One new development in the debate is the discovery that, according to state statute, in the case of a constable who is a full-time certified police officer in the state of Vermont, as Shaftsbury's current first constable Paul McGann is, the town does not have to vote to give them law enforcement authority. The constable would have it by default, and the town could only vote to take it away. "If they had the budget, our constables would have full law enforcement authority within Shaftsbury right now," said Mellinger.

Town Administrator Margy Becker agreed with this interpretation of the law, but also thought it was important to note that she believed that this was, "an unintended consequence of the legislation."

Selectman Mitch Race thought the issue merited more discussion. "We've been talking about the garage and other things, and we've talked about this around the edges," said Race, but he wanted to see a more substantive discussion, and hear the opinions of community members, on the issue.

According to Mellinger, the town of Pownal pays $41,000 each year for a full-time constable. In Shaftsbury, however, the constables would only work 20 hours, exactly what the town contracts out to the Sheriff's Department today. In the fiscal year 2014 budget that was decided on at last March's town meeting, Shaftsbury budgeted around $19,000 for the Sheriff and $200 for the constables. However, the town is projected to overspend the Sheriff's budget, as the federal grant that was subsidizing that cost expired at the beginning of November, and the new six-month contract that the town negotiated is at an unsubsidized rate.

Mellinger also noted that while the two constables were currently either trained or undergoing training, and owned many of the necessary pieces of equipment for law enforcement, such as guns and holsters, the Select Board would have to budget for the position, not for the individuals. Mellinger expressed that she strongly believed the issue needed to go before voters, but, based on information currently available to her, she foresaw a cost increase.

Selectman Tim Scoggins was doubtful about the town's need to make the switch. "I need to be convinced why we need to do this," he said, "What I need to hear is this: What's the upside? As we go through the numbers, I think we're going to be looking at a bigger number."

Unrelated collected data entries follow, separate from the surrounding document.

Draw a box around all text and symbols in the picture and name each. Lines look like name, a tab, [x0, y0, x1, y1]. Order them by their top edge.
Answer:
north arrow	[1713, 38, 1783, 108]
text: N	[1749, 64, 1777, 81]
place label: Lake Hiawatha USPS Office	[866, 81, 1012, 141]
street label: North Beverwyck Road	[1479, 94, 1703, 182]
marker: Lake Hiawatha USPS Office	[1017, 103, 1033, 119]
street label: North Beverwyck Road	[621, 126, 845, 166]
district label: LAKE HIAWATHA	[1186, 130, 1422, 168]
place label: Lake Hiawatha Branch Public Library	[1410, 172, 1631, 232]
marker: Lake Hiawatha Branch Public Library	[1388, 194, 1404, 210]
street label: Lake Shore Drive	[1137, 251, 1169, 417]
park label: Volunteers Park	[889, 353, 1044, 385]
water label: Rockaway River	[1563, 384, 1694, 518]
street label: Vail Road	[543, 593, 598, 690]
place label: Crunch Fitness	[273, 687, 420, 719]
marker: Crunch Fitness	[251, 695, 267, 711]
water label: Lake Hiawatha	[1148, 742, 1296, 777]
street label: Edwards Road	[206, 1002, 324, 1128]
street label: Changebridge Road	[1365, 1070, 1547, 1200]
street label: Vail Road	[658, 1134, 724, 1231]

Paul McGann and Robert Perry, the town's two constables, argued that localizing the police force would benefit the town. "If something happens, we live here," said McGann, "We respond from our homes, in Shaftsbury. Not our homes in Manchester. We go to the ball games, kids see us, people see us." McGann also pointed out the difference between a deputy, who might be familiar with the area, to the intimate knowledge of the town that someone in his position would have. "I know what truck you drive," he said, gesturing at Selectman Ken Harrington, "and I know that you have a daughter at the school," he said to Scoggins.

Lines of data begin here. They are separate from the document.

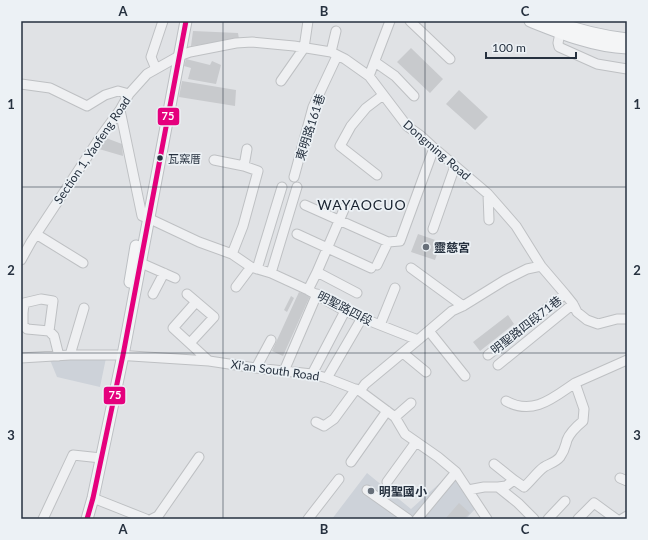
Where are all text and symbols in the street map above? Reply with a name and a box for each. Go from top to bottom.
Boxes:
text: A [117,3,128,19]
text: B [320,3,329,19]
text: C [521,3,530,19]
scale bar [486,34,576,60]
text: 100 m [492,40,526,55]
street label: 東明路161巷 [292,92,328,162]
street label: Section 1, Yaofeng Road [50,93,134,207]
text: 1 [7,96,15,112]
text: 1 [633,96,641,112]
line badge: 75 [157,107,180,126]
text: 75 [162,109,174,122]
street label: Dongming Road [400,117,474,183]
place label: 瓦窯厝 [168,152,201,165]
marker: 瓦窯厝 [155,153,165,163]
district label: WAYAOCUO [317,196,407,213]
place label: 靈慈宮 [434,240,470,255]
marker: 靈慈宮 [421,242,431,252]
text: 2 [7,262,15,278]
text: 2 [633,262,641,278]
street label: 明聖路四段 [315,288,375,328]
street label: 明聖路四段71巷 [488,293,564,357]
street label: Xi'an South Road [230,356,320,384]
line badge: 75 [103,386,126,405]
text: 75 [109,388,121,401]
text: 3 [7,427,15,443]
text: 3 [633,427,641,443]
place label: 明聖國小 [379,484,427,499]
marker: 明聖國小 [366,486,376,496]
text: A [117,521,128,537]
text: B [320,521,329,537]
text: C [521,521,530,537]

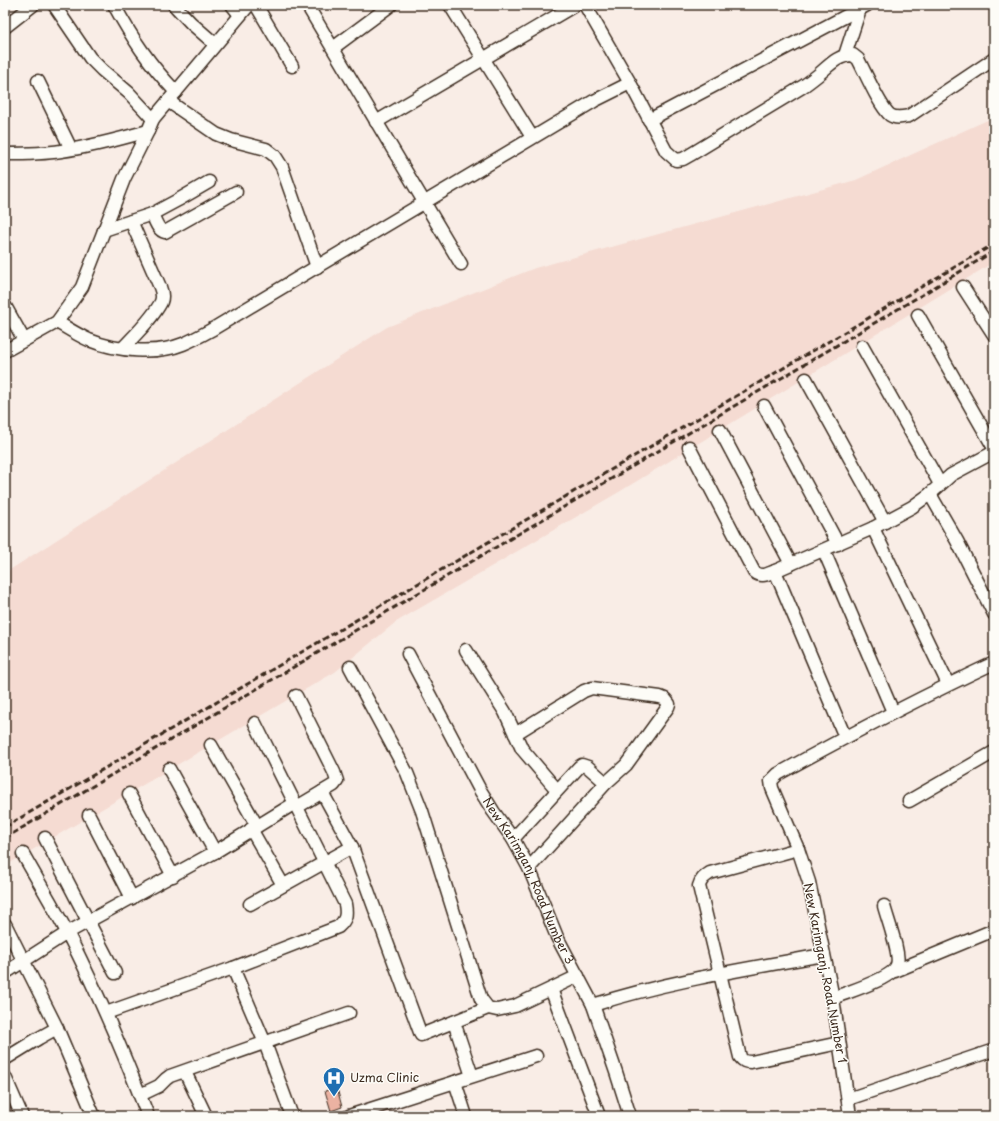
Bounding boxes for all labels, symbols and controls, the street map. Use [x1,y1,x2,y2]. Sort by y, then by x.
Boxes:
street label: New Karimganj, Road Number 3 [479,793,580,967]
street label: New Karimganj, Road Number 1 [800,881,852,1065]
hospital icon: Uzma Clinic [321,1065,347,1098]
place label: Uzma Clinic [350,1068,419,1086]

"I'm all in favor of having deputies, and state police, and constables all working together," said McGann, "but when someone out there says it's all or nothing, I can't control that." McGann was referring to comments made by Sheriff Chad Schmidt at a Select Board meeting in October, when he indicated that if the town authorized its constables to have law enforcement authority, he would not negotiate a new contract with the town, citing potential confusion over jurisdiction.

Becker was critical of the constables' framing of the argument, saying, "I think we need to back off this Constables versus Chad Schmidt theme."

Mellinger agreed with Scoggins, saying, "I, like Tim, would really need to be sold." Mellinger brought up how positive the community response to the sheriff's services has been.

McGann argued that all the sheriff's department was doing for Shaftsbury was writing speeding tickets, and brought up a recent situation in Woodford as an example of another local community who wasn't completely satisfied with the Sheriff's Department. Perry thought the conversations with the board were going in circles, and the town should vote on the issue, which Mellinger agreed with.

While the town will need to seek legal advice before warning a vote at the Town Meeting in March, the issue would likely involve changing the position to the three-year, appointed position, rather than a one-year, elected term. This would give the constables more security, and allow the town to hire certified officers, which would keep the cost of training down.

Arguing that the constables are more of a part of the community than the deputies, McGann said that the constables could go to the schools, direct traffic on Buck Hill Road at the end of the school day, and be an ever-present resource inside the community. "I don't see the sheriffs in the schools," he said.